As a child, I was fortunate to be raised near my grandparents. My mom’s parent’s, Stan and Ann, were amazing people. They lived only a couple miles away from us, although not walking distance as a winding, redwood tree lined highway separated our homes. My grandparents had one bin of toys my entire childhood that we could play with as well as a deck of “Old Maid” cards. The cards were kept in a drawer next to the kitchen table along with several decks of playing cards, collected from casinos on their beloved trips to Reno. Most of my childhood, they lived in a retirement community that was also a campground. I loved being at their house. I loved cooking with my grandma, I loved watching “Jeopardy” with my grandpa. I loved making mud pies and learning addition by playing blackjack at their table. One of the best parts of being with them though was their stories. My grandpa would sit outside with me, in front of their house, plants everywhere, telling me stories that formed my understanding of who they were besides being my grandma and grandpa. I would go on walks with my “Grams” and she would stop and catch up with everyone she knew, Ted, Francie, Violet and June. The joy of being with my grandma only amplified by also hearing the stories of her community.

In addition to being amazing people, my grandparent’s both came from amazing people. Several times each year, we would pile into my mom’s station wagon and head back to the town they both grew up in. As we would make the left turn, down the lane to my great aunt and uncle’s house, my grandparents would barely be able to contain their excitement. There would be hugging and laughing and hand holding, and my favorite…conversation. Almost instantly, I was swept from the adventure of being on the road with my grandparent’s, to the magic of being at my aunt and uncle’s house. It was like a wonderland to me, a child who grew up in a neighborhood. Pastures and fruit trees, kittens and animals, grass so thick under your feet, it didn’t even leave a dent where you had walked.

Once a year there was a family reunion, my grandpa coming from a large family, made for a robust turnout! There was always fruit punch for the kids to drink that stained our smiles like red lipstick. And everywhere you looked, at some level, we shared the bonds of familial connection. Although I loved the family reunions, for me the best hadn’t even happened yet. After the reunion we would head back to my aunt and uncle’s house for swimming (now as a parent I see the absolute genius of wearing us kids out) where we would spend the night. We would change into our pajamas and sleep on the floor of the living room floor adjacent to the kitchen, where the adults would sit at the table and chat. I still to this day can’t find the words to describe the feelings of wonder, contentment, safety and joy of falling asleep listening to them tell and retell stories. Their history. Their narration of life to that point.

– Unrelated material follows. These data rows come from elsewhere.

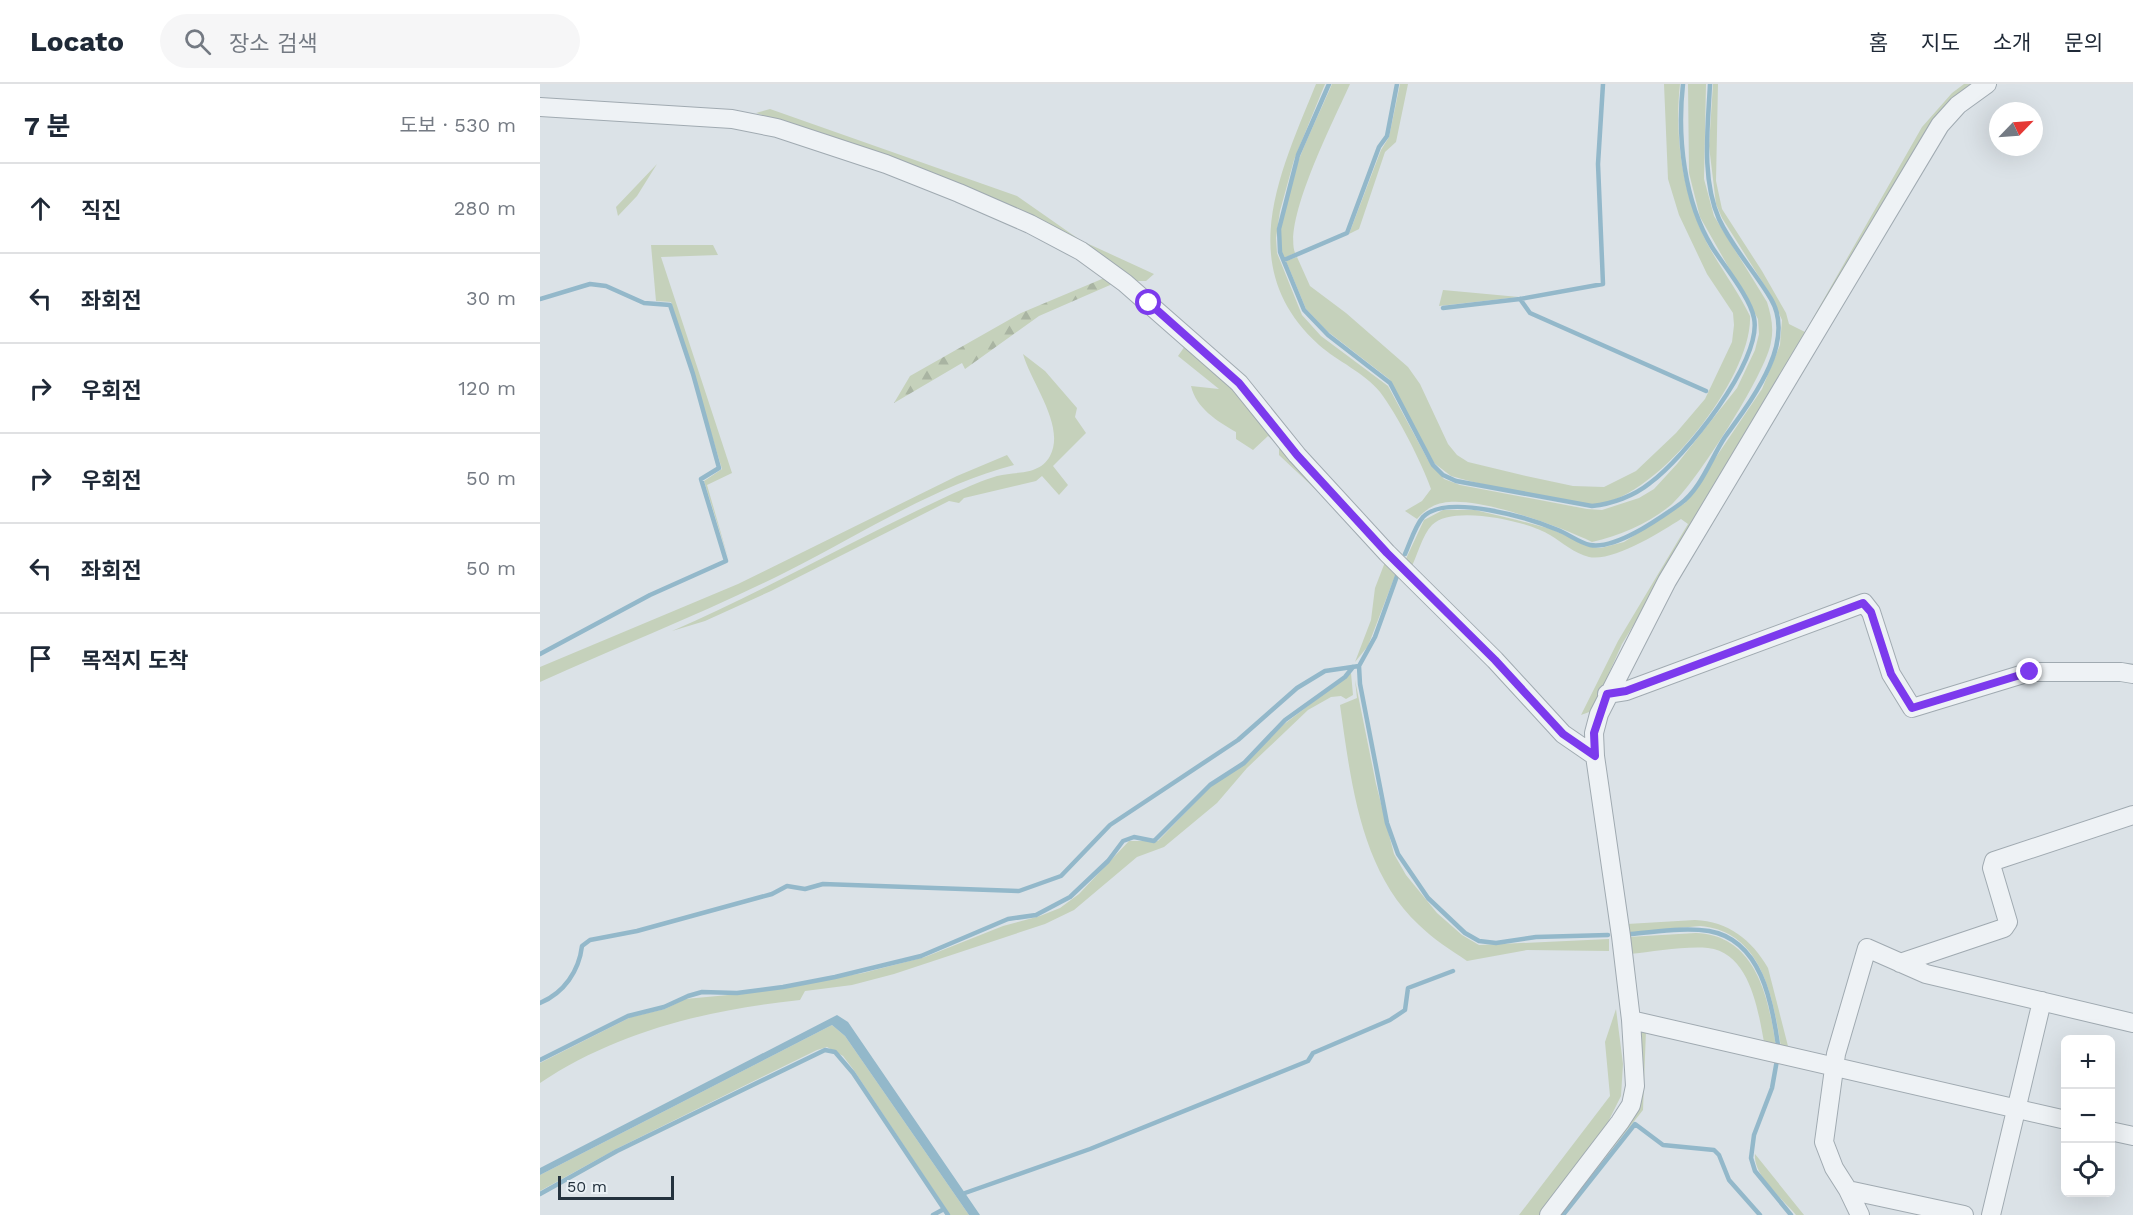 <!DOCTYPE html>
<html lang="ko">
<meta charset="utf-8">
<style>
:root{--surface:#fff;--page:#f6f6f7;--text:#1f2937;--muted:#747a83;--line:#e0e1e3}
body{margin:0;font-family:"Work Sans","Noto Sans KR",sans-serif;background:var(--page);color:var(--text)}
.controls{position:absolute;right:18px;bottom:18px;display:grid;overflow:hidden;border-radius:9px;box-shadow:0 6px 24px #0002}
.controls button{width:54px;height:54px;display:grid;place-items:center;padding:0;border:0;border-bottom:2px solid var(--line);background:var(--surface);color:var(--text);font:30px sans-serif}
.compass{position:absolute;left:1449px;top:18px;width:54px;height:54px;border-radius:50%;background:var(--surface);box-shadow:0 6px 24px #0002;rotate:65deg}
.scale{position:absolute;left:18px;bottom:15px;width:116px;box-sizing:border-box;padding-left:6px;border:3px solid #24323e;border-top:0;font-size:16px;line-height:21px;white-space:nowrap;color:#24323e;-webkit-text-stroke:4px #eaf1f5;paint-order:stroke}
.stop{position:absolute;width:18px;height:18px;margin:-14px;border:4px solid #7c3aed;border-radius:50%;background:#fff}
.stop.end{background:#7c3aed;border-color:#fff;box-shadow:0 2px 6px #0008}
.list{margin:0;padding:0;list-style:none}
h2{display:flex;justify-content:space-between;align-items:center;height:78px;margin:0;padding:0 24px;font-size:26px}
h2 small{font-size:20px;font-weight:400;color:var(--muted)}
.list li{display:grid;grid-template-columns:39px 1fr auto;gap:18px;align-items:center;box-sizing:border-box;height:90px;padding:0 24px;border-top:2px solid var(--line)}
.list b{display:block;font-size:22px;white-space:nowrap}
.list em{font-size:20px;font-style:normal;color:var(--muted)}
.icon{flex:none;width:33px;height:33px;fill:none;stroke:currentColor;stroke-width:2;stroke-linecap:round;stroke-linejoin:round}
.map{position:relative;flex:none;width:1593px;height:1131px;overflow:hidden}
header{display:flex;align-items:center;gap:36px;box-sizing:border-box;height:84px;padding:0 30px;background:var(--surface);border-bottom:2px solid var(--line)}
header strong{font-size:28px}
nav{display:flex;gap:33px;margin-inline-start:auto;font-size:21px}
.search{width:420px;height:54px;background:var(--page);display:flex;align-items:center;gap:15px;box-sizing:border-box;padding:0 21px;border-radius:33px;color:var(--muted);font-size:22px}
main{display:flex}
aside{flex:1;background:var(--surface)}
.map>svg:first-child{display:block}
.grass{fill:#c5d1bb}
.forest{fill:url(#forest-firs)}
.water{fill:#93b8ca}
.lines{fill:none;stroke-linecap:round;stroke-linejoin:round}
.stream{stroke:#93b8ca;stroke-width:4.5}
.minor-casing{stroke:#a0aab1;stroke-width:20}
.minor{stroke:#eef2f5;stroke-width:18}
.route{stroke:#7c3aed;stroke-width:8}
</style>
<header>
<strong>Locato</strong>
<div class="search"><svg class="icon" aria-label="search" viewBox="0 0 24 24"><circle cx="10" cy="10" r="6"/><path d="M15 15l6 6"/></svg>장소 검색</div>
<nav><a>홈</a><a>지도</a><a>소개</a><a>문의</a></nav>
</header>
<main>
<aside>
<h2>7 분<small>도보 · 530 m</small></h2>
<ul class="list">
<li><svg class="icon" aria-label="ahead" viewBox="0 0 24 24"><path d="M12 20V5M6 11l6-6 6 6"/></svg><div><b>직진</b></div><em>280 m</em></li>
<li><svg class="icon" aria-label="left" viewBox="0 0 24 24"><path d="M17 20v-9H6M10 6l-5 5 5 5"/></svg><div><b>좌회전</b></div><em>30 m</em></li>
<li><svg class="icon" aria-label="right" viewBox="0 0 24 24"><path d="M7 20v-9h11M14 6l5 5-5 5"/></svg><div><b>우회전</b></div><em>120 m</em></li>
<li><svg class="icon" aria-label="right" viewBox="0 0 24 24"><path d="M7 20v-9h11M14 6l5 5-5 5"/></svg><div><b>우회전</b></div><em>50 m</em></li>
<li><svg class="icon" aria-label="left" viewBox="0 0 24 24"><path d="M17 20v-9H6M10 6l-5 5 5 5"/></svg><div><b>좌회전</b></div><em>50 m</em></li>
<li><svg class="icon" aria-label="arrive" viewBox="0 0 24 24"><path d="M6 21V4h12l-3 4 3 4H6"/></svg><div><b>목적지 도착</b></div></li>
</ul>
</aside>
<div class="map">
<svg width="1593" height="1131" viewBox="0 0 1593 1131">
<defs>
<pattern id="forest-firs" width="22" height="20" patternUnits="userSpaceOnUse" patternTransform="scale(1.5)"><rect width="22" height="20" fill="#c5d1bb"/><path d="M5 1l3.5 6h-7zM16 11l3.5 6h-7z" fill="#a9b4a2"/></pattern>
</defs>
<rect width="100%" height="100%" fill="#dbe2e7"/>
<path class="grass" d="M 776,0 L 785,0 L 754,76 L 740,127 L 736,154 L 737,169 L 762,231 L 781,252 L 848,302 L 888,376 L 904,395 L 920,401 L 1047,425 L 1062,426 L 1099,414 L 1114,405 L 1137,380 L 1197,304 L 1215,266 L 1219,250 L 1218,235 L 1160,133 L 1149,89 L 1148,0 L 1166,0 L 1164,95 L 1174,132 L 1227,218 C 1231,231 1234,244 1231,258 C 1227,288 1154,402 1131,421 C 1109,439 1080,452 1052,458 C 1018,442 946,415 909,418 C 895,419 886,425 877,435 L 865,427 L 882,417 L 891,405 C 882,379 857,330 840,308 C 825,289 797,277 779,261 C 693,183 740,89 776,0 Z
M 792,0 L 810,0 C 795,34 743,135 755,169 L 744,174 C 726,131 775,41 792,0 Z
M 860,0 L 868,0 L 856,58 L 845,68 L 819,145 L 809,150 L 841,66 L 849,53 Z
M 1124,0 L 1140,0 C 1134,53 1143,113 1168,161 C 1181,185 1198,207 1210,232 C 1213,292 1119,413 1058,420 C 1040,422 1021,415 1004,412 C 973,406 941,401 911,392 L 894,379 L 849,295 L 787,247 L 766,225 L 746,177 L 757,173 L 770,202 L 806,229 L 868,283 L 880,300 L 908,360 L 917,371 L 928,378 L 986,392 L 1033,402 L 1064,403 L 1096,387 L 1136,349 L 1165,315 L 1192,258 L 1194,241 L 1193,229 L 1167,190 L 1139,131 L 1128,95 Z
M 1173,0 L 1178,0 L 1176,97 L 1182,125 L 1222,187 L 1246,229 L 1249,240 L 1265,248 L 1382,43 L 1412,9 L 1424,0 L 1436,0 L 1128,484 L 1082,560 L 1052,627 L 1041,631 L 1078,557 L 1148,440 L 1141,435 C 1121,448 1073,478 1049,473 C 1034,469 1023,459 1010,451 C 988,437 912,420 892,441 C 882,451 877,473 870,486 L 864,479 L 884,436 L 903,426 L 935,426 L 977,436 L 1011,445 L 1051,463 L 1061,464 L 1084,458 L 1145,419 L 1222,305 L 1240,261 L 1242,236 L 1230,210 L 1182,134 L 1176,120 L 1169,62 Z
M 230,25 L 477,112 L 540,156 L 614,190 L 606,197 L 592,197 L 488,129 L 307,58 L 216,29 Z
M 117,80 L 97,112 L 78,132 L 76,123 Z
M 111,161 L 173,161 L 178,171 L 121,173 L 192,389 L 167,401 L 189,477 L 164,397 L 182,385 L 131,218 L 116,217 Z
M 903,206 L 979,213 L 899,222 Z
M 645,262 L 698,305 L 845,470 L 842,477 L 791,420 L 739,371 L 739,361 L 728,352 L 713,366 L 696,355 L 696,348 C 677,337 656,324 651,302 L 679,305 L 638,272 Z
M 483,270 L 505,287 L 537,324 L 535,333 L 546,349 L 513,382 L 528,401 L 519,411 L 502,392 L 496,397 L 424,414 L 419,419 L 409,417 L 231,507 L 165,537 L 132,547 C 228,505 319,453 414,409 C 428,403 443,396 457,392 C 476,387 499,392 510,372 C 526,342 491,299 483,270 Z
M 467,371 L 474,381 C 396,401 318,452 246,488 C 166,528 82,561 0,598 L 0,583 L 198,500 L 417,392 Z
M 847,473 L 858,484 L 828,562 L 815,578 L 831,536 L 835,504 Z
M 811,589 L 813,611 L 806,615 L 801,612 L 791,613 L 768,626 L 707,684 L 677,719 L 624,763 L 597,773 L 534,826 L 505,840 L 354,890 L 312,901 L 265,907 L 260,916 C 167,926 78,947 0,999 L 0,979 L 91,933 L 125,925 L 145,915 L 210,909 L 323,889 L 385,873 L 463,842 L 500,832 L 520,824 L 539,810 L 589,757 L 618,757 L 673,700 L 701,683 L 743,641 Z
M 815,596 L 836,700 L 854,770 L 866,791 L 897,829 L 922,851 L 939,861 L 1069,855 L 1069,867 L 987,866 L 927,877 C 911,866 893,855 879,841 C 820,786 811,697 800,621 L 817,614 Z
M 1155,836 C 1188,837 1212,856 1228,884 L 1249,966 L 1241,963 C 1233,913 1222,847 1160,842 L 1087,849 L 1087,840 Z
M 1156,849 C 1216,851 1229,914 1236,963 L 1224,958 C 1218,926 1210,869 1168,864 C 1143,862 1114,868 1089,870 L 1088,853 Z
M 1076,925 L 1083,980 L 1081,1012 L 1063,1048 L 999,1131 L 979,1131 L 1070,1012 L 1065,958 Z
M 292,941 L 305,952 L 429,1131 L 410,1131 L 313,985 L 303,972 L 287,963 L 277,966 L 78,1064 L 0,1107 L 0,1091 Z
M 1095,944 L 1106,946 L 1103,1026 L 1020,1131 L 1090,1030 Z
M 1215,1070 L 1264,1131 L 1256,1131 C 1243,1115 1213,1092 1215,1070 Z"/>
<path class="forest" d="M 569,192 L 577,198 L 499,232 L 425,285 L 422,279 L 354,319 L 370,292 L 481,229 Z"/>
<path class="water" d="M 297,931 L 308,938 L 440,1131 L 429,1131 L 305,952 L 292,941 L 0,1091 L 0,1084 Z"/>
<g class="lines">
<path class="stream" d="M 789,0 L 758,71 L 739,145 L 740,168 L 764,226 L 788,251 L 850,299 L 893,381 L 903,391 L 916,397 L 1052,422 C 1072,420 1094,412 1110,399 C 1144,374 1223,277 1214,234 C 1210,213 1184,182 1172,163 C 1144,117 1137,53 1143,0
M 744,176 L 807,149 L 839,63 L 847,52 L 857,0
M 0,215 L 50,200 L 66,202 L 104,219 L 130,221 L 153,290 L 179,384 L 161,395 L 186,477 L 110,511 L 0,570
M 980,215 L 990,229 L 1166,307
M 903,224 L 980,215 L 1063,200 L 1058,80 L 1063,0
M 865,470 C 870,459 875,442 883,433 C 907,409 989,434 1018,446 C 1028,450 1040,459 1050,461 C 1076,466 1120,434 1140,420 C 1161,405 1171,374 1185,353 C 1210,318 1257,259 1231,215 C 1215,188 1192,163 1179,135 C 1161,94 1168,43 1170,0
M 857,492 L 835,553 L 819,582 L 820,600 L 847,739 L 858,770 L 888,814 L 925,849 L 939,857 L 956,859 L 996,853 L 1068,851
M 1091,850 C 1116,848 1144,843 1169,847 C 1221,856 1232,918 1238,961
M 0,919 C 24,909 39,887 42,862 L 50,856 L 97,847 L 232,810 L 247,802 L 265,805 L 283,800 L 479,807 L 521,792 L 570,741 L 698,656 L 757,604 L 785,587 L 819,582
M 0,976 L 88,932 L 124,923 L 148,912 L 162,908 L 197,909 L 243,903 L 295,893 L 381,872 L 468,835 L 496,831 L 530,813 L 568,777 L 583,757 L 594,753 L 614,757 L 670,701 L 704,679 L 745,636 L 805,593 L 813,583
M 1237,976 L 1232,1004 L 1214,1051 L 1211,1074 L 1215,1087 L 1251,1131
M 425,1109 L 550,1065 L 768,977 L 773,969 L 850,936 L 865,926 L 868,904 L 913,887
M 0,1110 L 77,1067 L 285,966 L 295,968 L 313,989 L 408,1131
M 393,1131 L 404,1125
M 1023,1131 L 1095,1040 L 1123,1061 L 1174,1066 L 1179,1071 L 1189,1096 L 1220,1131"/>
<g class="minor-casing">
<path id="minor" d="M 0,23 L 192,35 L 237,44 L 346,80 L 419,109 L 490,140 L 541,167 L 585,199 L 699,299 L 757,371 L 847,469 L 955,576 L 1023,650 L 1055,672
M 1067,610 L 1086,607 L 1324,519 L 1331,528 L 1351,590 L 1372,624 L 1490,588 L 1581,588 L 1593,590
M 1360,879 L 1464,844 L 1468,838 L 1452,784 L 1454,777 L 1593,731
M 1091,936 L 1526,1036
M 1570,1047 L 1593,1052
M 1308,1106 L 1424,1131
M 1009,1131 L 1080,1038 L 1091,1021 L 1095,1002 L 1091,936 L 1081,852 L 1055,672 L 1054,649 L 1059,630 L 1127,497 L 1400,41 L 1418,21 L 1447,0
M 1320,1131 L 1308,1106 L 1294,1084 L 1284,1058 L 1296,970 L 1327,864 L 1386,890 L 1593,939
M 1451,1131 L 1502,917"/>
</g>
<use href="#minor" class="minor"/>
</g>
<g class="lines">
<path class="route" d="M 609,219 L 699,299 L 757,371 L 847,469 L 955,576 L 1023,650 L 1055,672 L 1054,649 L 1067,610 L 1086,607 L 1323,519 L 1331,528 L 1351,590 L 1372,624 L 1490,588"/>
</g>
</svg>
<div class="controls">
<button>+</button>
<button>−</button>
<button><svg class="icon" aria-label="locate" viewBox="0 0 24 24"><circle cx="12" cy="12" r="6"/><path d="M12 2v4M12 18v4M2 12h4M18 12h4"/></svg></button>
</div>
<svg class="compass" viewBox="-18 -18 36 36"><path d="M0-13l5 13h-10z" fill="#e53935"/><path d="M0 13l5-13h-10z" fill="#747a83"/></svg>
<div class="scale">50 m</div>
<div class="stop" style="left:609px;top:219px"></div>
<div class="stop end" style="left:1490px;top:588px"></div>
</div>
</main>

My kids love stories too. Each of them. One of their favorite things is sitting around our kitchen table with us, their aunts and uncles, their grandmas, old friends- to listen to stories. It is how they get to know us other than how they see us now. The older they get, they begin to tell their stories too. Like a passing of the torch between generations, they begin to recount memories that hold some thing for them too. Oral histories are something that are a wonderful tool for learning. Besides getting a snapshot view of life throughout a window of time, they learn about being a gracious winner or feeling confident even in defeat. They learn about the value of laughing at themselves, they learn about empathy and loss. Birth and hope. Telling stories is like seeing life off of a page, in all of it’s glorious dimensions. There have been days where I have earmarked math pages or journal topics but am instead met with an opportunity for my kids to see a family member, and not with anything other than the intention of a visit. And never once have I regretted passing off a worksheet for the chance to get to know each other a little better. To get to love each other a little more.

Sometimes people ask me how to limit interruptions during the “school day”. To that, I have no idea. Interruptions are only negative when we perceive them to be. I have treasured the times we have had family in town during the “school” week. There is no better interruption than the weaving of histories under my roof. Someday my kids will reflect on the magic of falling asleep to the melody of familiar voices laughing together. I will continue retelling the stories of my grandparents so their history lives on, it’s one of the ways we keep those loved ones a part of our daily lives.

So go ahead, tell your “once upon a time” fruit punch optional.